A Legalidade da Venda de Cogumelos com Psilocibina no Brasil
16 de março de 2025

A questão sobre a legalidade da venda de cogumelos contendo psilocibina no Brasil envolve nuances jurídicas complexas que geram interpretações divergentes entre especialistas do direito, autoridades policiais e defensores de seu uso. Esta análise busca esclarecer o status legal desses cogumelos e se sua comercialização constitui tráfico de drogas conforme a legislação brasileira atual.
O status legal da psilocibina e dos cogumelos no Brasil
A situação legal dos cogumelos psilocibinos no Brasil é caracterizada por uma aparente ambiguidade normativa. A psilocibina e a psilocina, substâncias psicoativas presentes nesses cogumelos, estão explicitamente proibidas pela Agência Nacional de Vigilância Sanitária (Anvisa) através da Portaria 344/1998, onde constam na lista F2 de substâncias psicotrópicas de uso proscrito. Segundo esta regulamentação, apenas medicamentos registrados podem ser prescritos com estas substâncias, sendo necessária autorização especial para pesquisa e manipulação.
Entretanto, o corpo fúngico em si — os cogumelos do gênero Psilocybe, como o Psilocybe cubensis — não está explicitamente listado na legislação brasileira de drogas. Esta distinção entre a substância proibida e o organismo natural que a contém cria o que alguns juristas chamam de "vazio legal". A Lei nº 11.343/2006 (Lei de Drogas) não menciona diretamente os cogumelos, o que abre espaço para interpretações diversas sobre a legalidade de sua comercialização.
Interpretação das autoridades policiais
Apesar da ausência de menção explícita aos cogumelos na legislação, as autoridades policiais brasileiras têm consistentemente tratado a venda e cultivo desses fungos como tráfico de drogas. Em abril de 2024, a Polícia Federal deflagrou a operação Hofmann em Belo Horizonte, visando combater o tráfico de cogumelos alucinógenos vendidos pela internet. Similarmente, em setembro de 2024, a Polícia Civil de Goiás desarticulou um laboratório de cogumelos alucinógenos que funcionava em um escritório de advocacia, onde o investigado comercializava cogumelos da espécie psilocybe cubensis e produtos derivados através de redes sociais.
Controvérsias jurídicas e interpretações divergentes
A divergência entre as autoridades policiais e especialistas jurídicos centra-se na questão da tipicidade da conduta. Enquanto a polícia enquadra a venda dos cogumelos como tráfico com base na presença da substância proibida, alguns juristas argumentam pela distinção entre o "corpo" do cogumelo e a substância isolada ou sintetizada.
Esta controvérsia é evidenciada por decisões judiciais recentes. Em outubro de 2024, a Justiça de Goiás determinou a soltura de um empresário preso por cultivar "cogumelos mágicos", considerando a prisão ilegal. Embora a decisão tenha se baseado em vícios procedimentais da investigação, o caso ilustra os desafios na aplicação da lei nesta matéria.

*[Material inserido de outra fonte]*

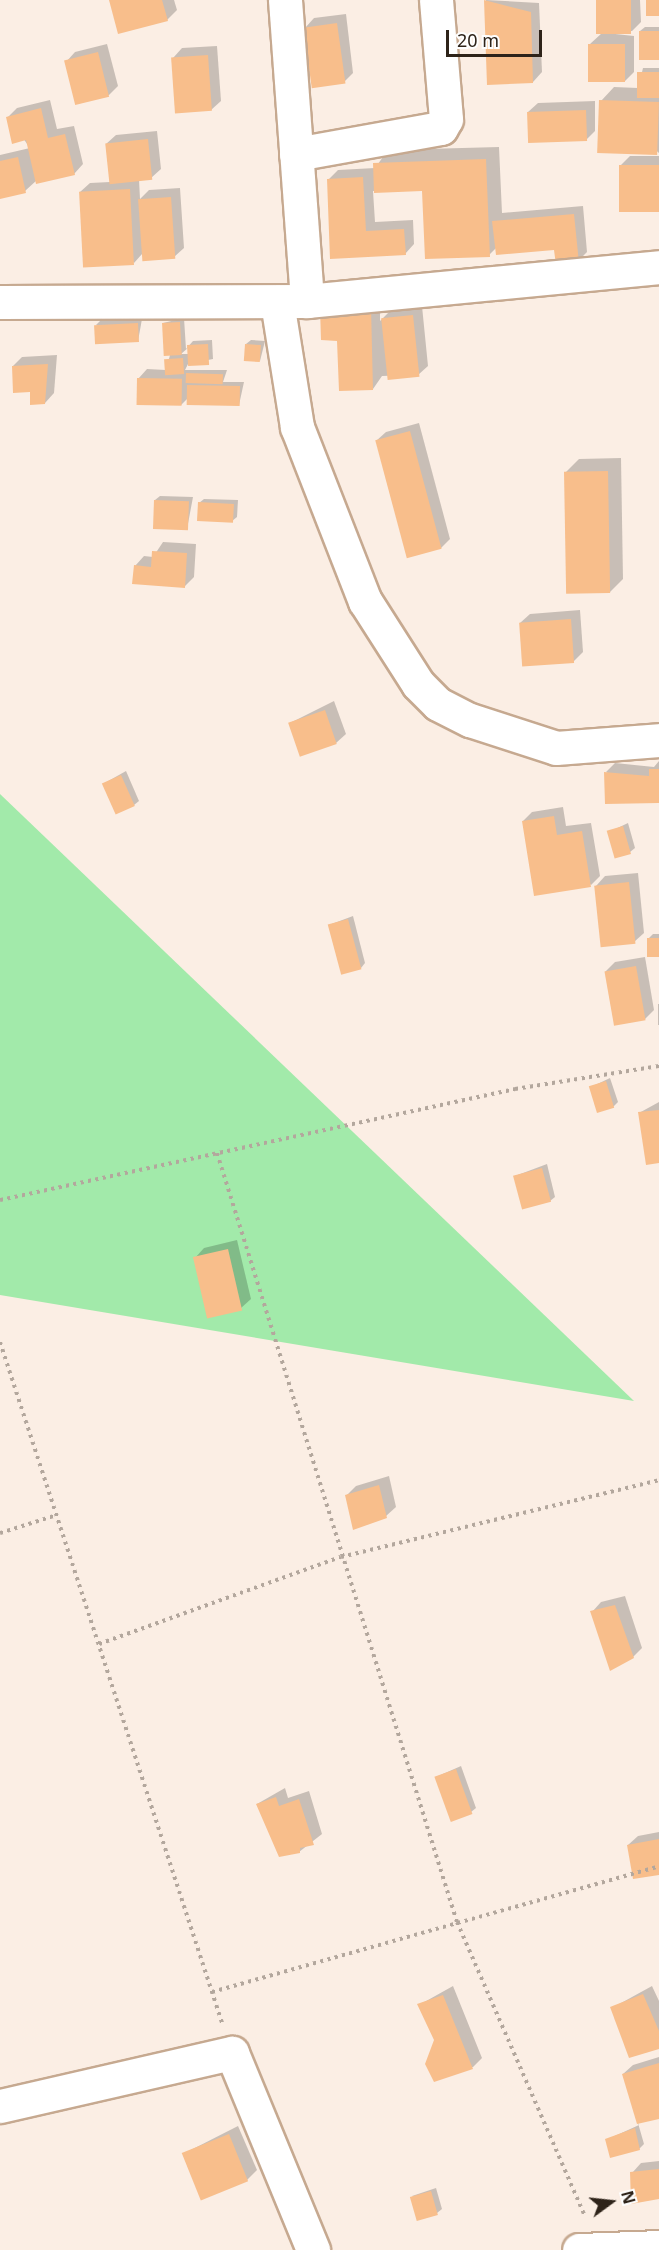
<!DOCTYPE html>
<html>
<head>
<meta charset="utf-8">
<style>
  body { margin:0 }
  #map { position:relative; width:659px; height:2250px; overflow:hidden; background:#fbeee4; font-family:"Noto Sans",sans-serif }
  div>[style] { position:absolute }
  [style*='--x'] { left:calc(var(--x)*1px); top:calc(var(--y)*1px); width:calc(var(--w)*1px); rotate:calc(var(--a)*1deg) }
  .green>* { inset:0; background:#a2eaaa }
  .shadow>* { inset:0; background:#0003; transform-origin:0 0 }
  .building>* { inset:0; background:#f8be8b; transform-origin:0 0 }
  .path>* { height:4px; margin-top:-2px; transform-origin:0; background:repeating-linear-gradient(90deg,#b3a79d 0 3px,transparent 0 7.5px) }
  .roads { filter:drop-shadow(2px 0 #c6a990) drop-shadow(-2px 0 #c6a990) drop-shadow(0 2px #c6a990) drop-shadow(0 -2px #c6a990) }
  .minor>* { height:33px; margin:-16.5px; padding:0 16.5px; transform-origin:16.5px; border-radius:16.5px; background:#fff }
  span { translate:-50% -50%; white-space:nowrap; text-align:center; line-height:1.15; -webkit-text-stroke:5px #fefefe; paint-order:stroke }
  .north { position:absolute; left:581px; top:2172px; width:60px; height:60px; -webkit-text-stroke:4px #fefefe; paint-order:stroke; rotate:75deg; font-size:16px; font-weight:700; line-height:24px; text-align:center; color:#2e2319 }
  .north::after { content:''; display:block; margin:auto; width:21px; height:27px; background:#2e2319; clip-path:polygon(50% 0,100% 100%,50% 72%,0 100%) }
  .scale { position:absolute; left:446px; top:30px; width:96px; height:27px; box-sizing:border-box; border:3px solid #2e2319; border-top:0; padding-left:8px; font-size:18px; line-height:21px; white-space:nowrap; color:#2e2319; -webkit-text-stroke:4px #fefefe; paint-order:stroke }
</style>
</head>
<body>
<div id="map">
  <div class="green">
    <div style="clip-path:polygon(0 794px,634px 1401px,0 1295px)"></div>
  </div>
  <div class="shadow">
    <div style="clip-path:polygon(111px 0,174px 0,177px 10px,167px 20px)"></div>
    <div style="clip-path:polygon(486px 0,539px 3px,542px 72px,533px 82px,489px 83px)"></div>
    <div style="clip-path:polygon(597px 0,640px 0,641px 22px,632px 31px,606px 33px,634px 36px,634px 72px,624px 82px,590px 44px,602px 33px)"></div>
    <div style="clip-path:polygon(346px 14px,353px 73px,344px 82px,305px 28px,314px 18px)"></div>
    <div style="clip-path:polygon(645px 27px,659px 27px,659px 59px,640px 31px)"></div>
    <div style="clip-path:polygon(107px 44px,118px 86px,109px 95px,77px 104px,66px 62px,75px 52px)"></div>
    <div style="clip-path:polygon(217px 46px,221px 101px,211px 110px,173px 58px,182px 48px)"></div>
    <div style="clip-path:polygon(643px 68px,659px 68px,659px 153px,601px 101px,614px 87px,638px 88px)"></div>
    <div style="clip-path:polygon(50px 100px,57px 129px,74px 126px,83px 164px,74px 174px,37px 180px,25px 191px,0 198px,0 155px,30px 148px,8px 117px,17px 108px)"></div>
    <div style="clip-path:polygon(595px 101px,595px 131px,586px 140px,528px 112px,538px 103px)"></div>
    <div style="clip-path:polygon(157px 131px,161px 169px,151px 178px,139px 179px,140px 199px,149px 190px,180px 188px,184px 248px,174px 257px,142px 254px,134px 263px,80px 192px,90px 183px,110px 182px,106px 144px,116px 135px)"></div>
    <div style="clip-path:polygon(499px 147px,502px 213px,583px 206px,587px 252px,578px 261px,556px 249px,496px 248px,489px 255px,424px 189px,373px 191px,375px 222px,413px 220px,414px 244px,405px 254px,332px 257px,328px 180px,338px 170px,375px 168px,388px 150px)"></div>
    <div style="clip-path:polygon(630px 156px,659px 156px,659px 210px,620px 166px)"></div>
    <div style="clip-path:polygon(380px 298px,380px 321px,392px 309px,422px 306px,428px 366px,418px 375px,382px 376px,373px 389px,338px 339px)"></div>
    <div style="clip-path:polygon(evenodd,184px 318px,186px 349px,193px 341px,212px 340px,213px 359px,188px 364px,185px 370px,227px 370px,223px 382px,244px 382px,239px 405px,188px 398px,181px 405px,138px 379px,147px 369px,166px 370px,170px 355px,163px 323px,184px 318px,189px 347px,189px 354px,181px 354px,189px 347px)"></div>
    <div style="clip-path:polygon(142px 319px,138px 341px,96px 325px,100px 321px)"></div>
    <div style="clip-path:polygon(251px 340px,265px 341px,260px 361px,246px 344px)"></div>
    <div style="clip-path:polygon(57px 355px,54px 393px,45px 403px,13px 366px,22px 357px)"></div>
    <div style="clip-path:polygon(419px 423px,450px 539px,441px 548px,376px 441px,386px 432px)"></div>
    <div style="clip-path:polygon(621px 458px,623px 579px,610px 592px,566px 472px,579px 459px)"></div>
    <div style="clip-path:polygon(160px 496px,193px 497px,187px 529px,155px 500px)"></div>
    <div style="clip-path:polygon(204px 499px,238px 500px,237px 517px,232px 521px,199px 503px)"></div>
    <div style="clip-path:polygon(163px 542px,196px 544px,194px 577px,185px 586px,135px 566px,144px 556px,153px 557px)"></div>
    <div style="clip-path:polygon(580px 610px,583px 652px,573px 662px,520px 623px,530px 614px)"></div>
    <div style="clip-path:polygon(334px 701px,346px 734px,336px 743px,290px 723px)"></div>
    <div style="clip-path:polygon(659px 761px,659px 801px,606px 772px,615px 763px,654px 767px)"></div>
    <div style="clip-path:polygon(126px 771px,139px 801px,134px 805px,103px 784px)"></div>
    <div style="clip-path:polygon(563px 807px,566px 826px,591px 823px,600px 876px,591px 885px,523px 821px,532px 812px)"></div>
    <div style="clip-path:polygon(628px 823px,635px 848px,630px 852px,609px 832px)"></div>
    <div style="clip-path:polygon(638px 873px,644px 933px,634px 942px,596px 886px,605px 876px)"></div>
    <div style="clip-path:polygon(353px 916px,365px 963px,361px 968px,329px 925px)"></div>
    <div style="clip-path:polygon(653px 934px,659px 934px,659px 955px,648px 939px)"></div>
    <div style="clip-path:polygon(645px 957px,654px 1010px,645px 1019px,605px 972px,615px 962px)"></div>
    <div style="left:659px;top:1004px;width:21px;height:1px;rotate:90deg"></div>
    <div style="clip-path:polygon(610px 1078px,618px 1102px,613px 1107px,591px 1087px)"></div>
    <div style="clip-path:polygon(659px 1102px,659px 1161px,639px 1113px)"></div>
    <div style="clip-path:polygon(547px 1164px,555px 1197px,550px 1201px,515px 1176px)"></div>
    <div style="clip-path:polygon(237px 1240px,251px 1299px,241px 1308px,195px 1258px,204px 1248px)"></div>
    <div style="clip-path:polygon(389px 1476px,396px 1507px,386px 1516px,347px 1495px,356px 1486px)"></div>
    <div style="clip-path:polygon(625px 1596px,642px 1648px,633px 1657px,592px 1612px,601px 1602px)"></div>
    <div style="clip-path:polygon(461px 1766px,476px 1808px,471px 1812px,436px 1777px)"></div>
    <div style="clip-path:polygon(285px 1788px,288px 1798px,309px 1791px,322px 1834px,299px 1852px,257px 1804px)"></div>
    <div style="clip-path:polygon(659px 1832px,659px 1873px,628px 1845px,638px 1836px)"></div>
    <div style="clip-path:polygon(453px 1986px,482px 2058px,473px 2067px,434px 2080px,436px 2040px,419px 2005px)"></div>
    <div style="clip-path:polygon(652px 1986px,659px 2001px,659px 2048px,612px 2008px)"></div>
    <div style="clip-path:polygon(659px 2057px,659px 2117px,638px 2123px,644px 2144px,639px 2149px,606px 2140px,639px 2125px,623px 2074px,633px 2065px)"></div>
    <div style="clip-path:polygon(238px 2126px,257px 2170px,247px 2180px,183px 2154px)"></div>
    <div style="clip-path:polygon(659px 2161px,659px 2198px,632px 2173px,641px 2163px)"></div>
    <div style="clip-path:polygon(436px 2188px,442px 2209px,437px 2213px,412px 2196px)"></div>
  </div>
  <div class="building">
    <div style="clip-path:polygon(109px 0,162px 0,168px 21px,118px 34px)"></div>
    <div style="clip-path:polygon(484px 0,531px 12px,533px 83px,487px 85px)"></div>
    <div style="left:596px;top:0;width:35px;height:34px"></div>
    <div style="left:646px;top:0;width:13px;height:16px"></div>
    <div style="left:337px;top:23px;width:61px;height:34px;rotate:82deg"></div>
    <div style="left:639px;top:31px;width:20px;height:29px"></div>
    <div style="left:588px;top:44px;width:37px;height:38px"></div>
    <div style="left:98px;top:52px;width:46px;height:35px;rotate:76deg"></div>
    <div style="left:208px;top:55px;width:56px;height:37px;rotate:86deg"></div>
    <div style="left:637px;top:72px;width:22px;height:26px"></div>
    <div style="left:599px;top:100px;width:60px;height:53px;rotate:2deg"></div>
    <div style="clip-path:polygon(41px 108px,48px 138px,65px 134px,75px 175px,36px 184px,26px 140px,12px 144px,6px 117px)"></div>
    <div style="left:586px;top:110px;width:31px;height:59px;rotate:88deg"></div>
    <div style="left:148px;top:139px;width:41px;height:43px;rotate:84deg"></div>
    <div style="clip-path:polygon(18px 157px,26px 193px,0 199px,0 161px)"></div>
    <div style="clip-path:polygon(486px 159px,490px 257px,425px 259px,422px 191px,374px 193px,373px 163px)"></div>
    <div style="left:619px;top:165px;width:40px;height:47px"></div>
    <div style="clip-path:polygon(363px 177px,366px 231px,404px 229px,406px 255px,330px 259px,327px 179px)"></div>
    <div style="left:130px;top:189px;width:76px;height:51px;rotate:87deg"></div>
    <div style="left:171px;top:197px;width:62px;height:33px;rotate:86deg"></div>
    <div style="clip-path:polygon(574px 214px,579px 263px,556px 265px,554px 250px,496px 255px,492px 221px)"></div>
    <div style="clip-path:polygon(371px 307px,373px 390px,339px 391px,337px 341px,321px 340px,320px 308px)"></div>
    <div style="left:413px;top:315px;width:62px;height:32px;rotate:84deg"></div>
    <div style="left:180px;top:322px;width:33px;height:18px;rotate:87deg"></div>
    <div style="left:138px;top:323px;width:19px;height:44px;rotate:87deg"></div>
    <div style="left:208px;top:344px;width:21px;height:21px;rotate:87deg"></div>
    <div style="left:245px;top:344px;width:16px;height:17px;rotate:4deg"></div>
    <div style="left:183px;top:358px;width:16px;height:19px;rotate:86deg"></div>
    <div style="clip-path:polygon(48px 364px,45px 404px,30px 405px,30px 392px,13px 393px,12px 366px)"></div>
    <div style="left:186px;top:373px;width:37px;height:10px;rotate:2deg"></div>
    <div style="left:137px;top:378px;width:45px;height:27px;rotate:1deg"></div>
    <div style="left:187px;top:385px;width:53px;height:20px;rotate:1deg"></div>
    <div style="left:410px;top:431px;width:122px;height:36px;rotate:75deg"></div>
    <div style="left:608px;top:471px;width:122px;height:44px;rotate:89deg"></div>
    <div style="left:154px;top:500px;width:35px;height:29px;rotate:2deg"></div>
    <div style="left:198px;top:502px;width:36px;height:19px;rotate:3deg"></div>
    <div style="clip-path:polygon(152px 551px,187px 553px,185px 588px,132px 584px,134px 565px,151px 567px)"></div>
    <div style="left:571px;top:619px;width:44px;height:52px;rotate:86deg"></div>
    <div style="left:325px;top:710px;width:36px;height:39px;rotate:71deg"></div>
    <div style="clip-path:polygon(649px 769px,659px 769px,659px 803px,605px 804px,604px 772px,649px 776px)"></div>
    <div style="left:121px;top:775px;width:34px;height:21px;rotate:66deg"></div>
    <div style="clip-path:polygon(554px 816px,557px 835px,582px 831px,591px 887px,534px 896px,522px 821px)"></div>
    <div style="left:623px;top:826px;width:29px;height:17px;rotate:74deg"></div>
    <div style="left:629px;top:882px;width:62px;height:35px;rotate:84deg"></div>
    <div style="left:348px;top:919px;width:52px;height:21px;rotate:75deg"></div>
    <div style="left:647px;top:938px;width:12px;height:19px"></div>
    <div style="left:636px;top:966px;width:55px;height:32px;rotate:80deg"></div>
    <div style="left:606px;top:1081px;width:28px;height:18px;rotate:73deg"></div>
    <div style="clip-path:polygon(659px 1110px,659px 1163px,646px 1165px,638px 1112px)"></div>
    <div style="left:542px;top:1168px;width:35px;height:30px;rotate:75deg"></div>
    <div style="left:228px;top:1249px;width:63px;height:36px;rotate:77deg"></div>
    <div style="clip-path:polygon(379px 1485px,387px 1518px,353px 1530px,345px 1495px)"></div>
    <div style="clip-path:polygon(615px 1605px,634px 1658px,610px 1671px,590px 1611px)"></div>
    <div style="left:456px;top:1769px;width:48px;height:23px;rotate:70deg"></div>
    <div style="clip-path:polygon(276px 1797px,279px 1806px,299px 1799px,314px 1845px,300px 1848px,300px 1853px,279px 1857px,256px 1804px)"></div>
    <div style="clip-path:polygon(659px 1839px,659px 1875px,633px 1879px,627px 1845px)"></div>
    <div style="clip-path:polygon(643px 1994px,659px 2031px,659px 2049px,629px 2058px,610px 2007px)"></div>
    <div style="clip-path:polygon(443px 1995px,473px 2069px,434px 2082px,425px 2064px,434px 2040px,417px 2004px)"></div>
    <div style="clip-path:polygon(659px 2063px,659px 2119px,637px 2124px,622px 2074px)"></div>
    <div style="clip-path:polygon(635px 2128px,640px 2150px,610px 2158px,605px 2139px)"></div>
    <div style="left:229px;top:2134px;width:51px;height:51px;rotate:68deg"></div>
    <div style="clip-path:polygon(659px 2169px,659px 2199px,631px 2204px,630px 2172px)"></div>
    <div style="left:431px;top:2191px;width:25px;height:22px;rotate:74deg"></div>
  </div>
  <div class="path">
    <div style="--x:217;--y:1153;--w:806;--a:72.67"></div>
    <div style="--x:457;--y:1922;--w:322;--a:66.5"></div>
    <div style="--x:0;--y:1200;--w:527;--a:-12.16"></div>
    <div style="--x:515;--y:1089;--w:146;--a:-9.1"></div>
    <div style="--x:0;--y:1342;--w:716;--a:71.94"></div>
    <div style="--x:0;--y:1533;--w:60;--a:-17.5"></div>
    <div style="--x:99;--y:1644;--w:257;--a:-19.8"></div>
    <div style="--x:341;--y:1557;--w:327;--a:-13.6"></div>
    <div style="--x:212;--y:1992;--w:464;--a:-15.7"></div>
  </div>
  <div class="roads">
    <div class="minor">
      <div style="--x:285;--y:0;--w:302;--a:85.8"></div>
      <div style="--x:296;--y:154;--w:147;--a:-10.2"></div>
      <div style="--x:441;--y:128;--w:10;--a:-61"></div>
      <div style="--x:446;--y:119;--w:119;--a:-94.8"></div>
      <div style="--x:0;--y:302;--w:307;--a:-0.2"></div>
      <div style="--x:307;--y:301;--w:354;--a:-5.5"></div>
      <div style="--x:277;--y:302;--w:127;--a:80.9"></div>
      <div style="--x:297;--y:427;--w:187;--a:68.7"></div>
      <div style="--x:365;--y:601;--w:98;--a:57.4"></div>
      <div style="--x:418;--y:684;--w:28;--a:45"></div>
      <div style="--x:438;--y:704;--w:36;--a:27"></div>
      <div style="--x:470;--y:720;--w:90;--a:18"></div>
      <div style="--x:556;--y:748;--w:103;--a:-4.4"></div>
      <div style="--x:0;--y:2106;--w:238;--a:-12.9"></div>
      <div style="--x:232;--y:2053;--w:213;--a:67.6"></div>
      <div style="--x:579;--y:2250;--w:80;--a:-2.1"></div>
    </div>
  </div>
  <div class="north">N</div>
  <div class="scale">20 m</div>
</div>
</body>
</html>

Consequências penais e contexto científico
As autoridades afirmam que os responsáveis pela venda podem enfrentar penas de até 15 anos por tráfico de entorpecentes. Paralelamente às questões legais, estudos científicos têm destacado o potencial terapêutico dos cogumelos contendo psilocibina, apontando benefícios no tratamento de condições como depressão, ansiedade e dependência química, com baixíssima incidência de eventos adversos graves.
Conclusão
A venda de cogumelos contendo psilocibina no Brasil situa-se em uma zona juridicamente ambígua. Embora os cogumelos em si não estejam explicitamente proibidos na legislação brasileira, a presença de psilocibina — substância proscrita pela Anvisa — tem levado as autoridades a tratarem sua comercialização como tráfico de drogas. Na prática atual, indivíduos envolvidos na venda desses cogumelos enfrentam processos criminais e potenciais condenações por tráfico de entorpecentes.
Simultaneamente, cresce o debate jurídico e científico sobre a adequação dessa abordagem, especialmente à luz das pesquisas sobre o potencial terapêutico da psilocibina. Esta tensão entre a aplicação da lei e as evidências científicas emergentes reflete um momento de transição na compreensão social e legal dessas substâncias, similar ao que ocorre em outras jurisdições pelo mundo onde reformas na regulamentação de psicodélicos estão sendo consideradas ou implementadas.